Coming into this game, the Jags had to clear choices.

  1. Lean into history and pursue the '76-77 Buccaneers' 26-game losing streak (Possibly the 1942-1945 Chicago Cardinals' 29 straight)
  2. Take the opportunity and go for one of the few plausible wins possible on their schedule.

They chose the latter, getting a 53-yard FG from Matthew Wright¹ as time expired, to take the win.
 
  Yawn.

Tua Tangyvanilla returned from his injured ribs and the Dolphins coaching staff did their best to put him back on the shelf, having him throw the ball 47 times and not even trying to establish the run vs. the 20th-ranked Jaguar rush defense.

Sorry, London.  Again.

With that win, Detroit assumes sole possession of the title of "Winless Team."  Will they too fix that this week?  Stay tuned.
  1. Who was a software engineer six weeks ago.


Chargers 6, Ravens 34

 
Baltimore won their fifth-straight game, having decided to dispatch with the drama and last second heroics and just pummel their opponent this time.
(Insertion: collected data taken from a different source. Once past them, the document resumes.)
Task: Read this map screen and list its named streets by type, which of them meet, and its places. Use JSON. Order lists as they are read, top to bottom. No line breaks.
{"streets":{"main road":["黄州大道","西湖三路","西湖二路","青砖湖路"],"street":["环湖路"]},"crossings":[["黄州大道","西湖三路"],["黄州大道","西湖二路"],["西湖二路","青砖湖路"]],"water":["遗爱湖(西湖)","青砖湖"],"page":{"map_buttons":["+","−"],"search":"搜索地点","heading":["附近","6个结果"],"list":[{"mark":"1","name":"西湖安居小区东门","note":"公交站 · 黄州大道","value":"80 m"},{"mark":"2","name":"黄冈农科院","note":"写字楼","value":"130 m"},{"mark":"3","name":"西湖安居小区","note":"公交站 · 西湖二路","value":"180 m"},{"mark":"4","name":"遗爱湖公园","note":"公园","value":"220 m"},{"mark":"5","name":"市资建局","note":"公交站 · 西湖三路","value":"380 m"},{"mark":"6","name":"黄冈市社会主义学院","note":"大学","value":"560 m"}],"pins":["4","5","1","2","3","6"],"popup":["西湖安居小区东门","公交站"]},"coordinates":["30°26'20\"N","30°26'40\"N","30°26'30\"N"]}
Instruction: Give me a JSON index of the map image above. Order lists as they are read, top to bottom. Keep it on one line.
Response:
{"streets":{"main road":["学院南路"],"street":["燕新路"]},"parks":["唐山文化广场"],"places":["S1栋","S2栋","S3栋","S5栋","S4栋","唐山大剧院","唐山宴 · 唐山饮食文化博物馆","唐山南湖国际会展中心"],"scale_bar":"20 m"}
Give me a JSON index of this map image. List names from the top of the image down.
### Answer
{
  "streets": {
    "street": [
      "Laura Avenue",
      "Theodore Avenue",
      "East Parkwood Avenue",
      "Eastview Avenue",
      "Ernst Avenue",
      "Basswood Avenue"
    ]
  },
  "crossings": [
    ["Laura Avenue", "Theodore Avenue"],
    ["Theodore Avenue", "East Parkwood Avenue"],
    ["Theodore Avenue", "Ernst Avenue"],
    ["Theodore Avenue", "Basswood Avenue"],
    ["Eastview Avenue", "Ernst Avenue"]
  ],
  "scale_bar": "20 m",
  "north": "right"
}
They held Justin "'Another Reach Around Sir?', said ESPN" Herbert and the Chargers to 208 total yards and basically made this one a laugher.

That 208 yards is the lowest offensive total the Chargers have had with Justin Herbert under center.  IT's also their lowest output since Week 16 of 2018.  Also against the Ravens.

 

Vikings 34, Panthers 28 (OT)

 
Sam Darnold appears to be cut from the same cloth as Ryan Fitzpatrick:  When you're not expecting much from him, he can light it up.  When you're actually expecting firepower, he turn back into a pumpkin.  Yet despite delivering a second-straight dud (17/41 for 207, 1 and 1), they managed to take the Vikings to OT before falling.   Run CMC can't get back soon enough...

Which says more about the Vikes than the Panthers, frankly.  They avoided yet another second-half implosion (scoring their first second half TD in four games), yet still needed OT to take down Carolina.  And they had the nerve to put this out on social media.



No, Kirk, we do not.

 

Packers 24, Bears 14


Yes, Bears Nation.  Aaron Rodgers does, in fact, own you.  Do something about it.
 

Bengals 34, Lions 11

And the answer, as it turns out, was "no."
 
Looking at their schedule, Week 8 vs Philly, the rematch with Chicago in Week 12, Week 16 @ Atlanta and the season finale vs. Green Bay (assuming the Packers rest their starters that week) look to be Detrot's best shots at wins, barring some massive upsets.

Gee, maybe Matt Stafford wasn't the problem after all.


Texans 3, Colts 31


I'll say this, teams are making it way easier to see who sucks and who doesn't, and they're doing it in a hurry.

Weird thing is, they got their only win and otherwise looked competitive with Tyrod Taylor under center.  And I'd willing to bet they'll leave him on the bench and continue to destroy Davis Mills' psyche, when he comes off IR.  Because apparently being a Texans coach or front office official does bad things to your brain.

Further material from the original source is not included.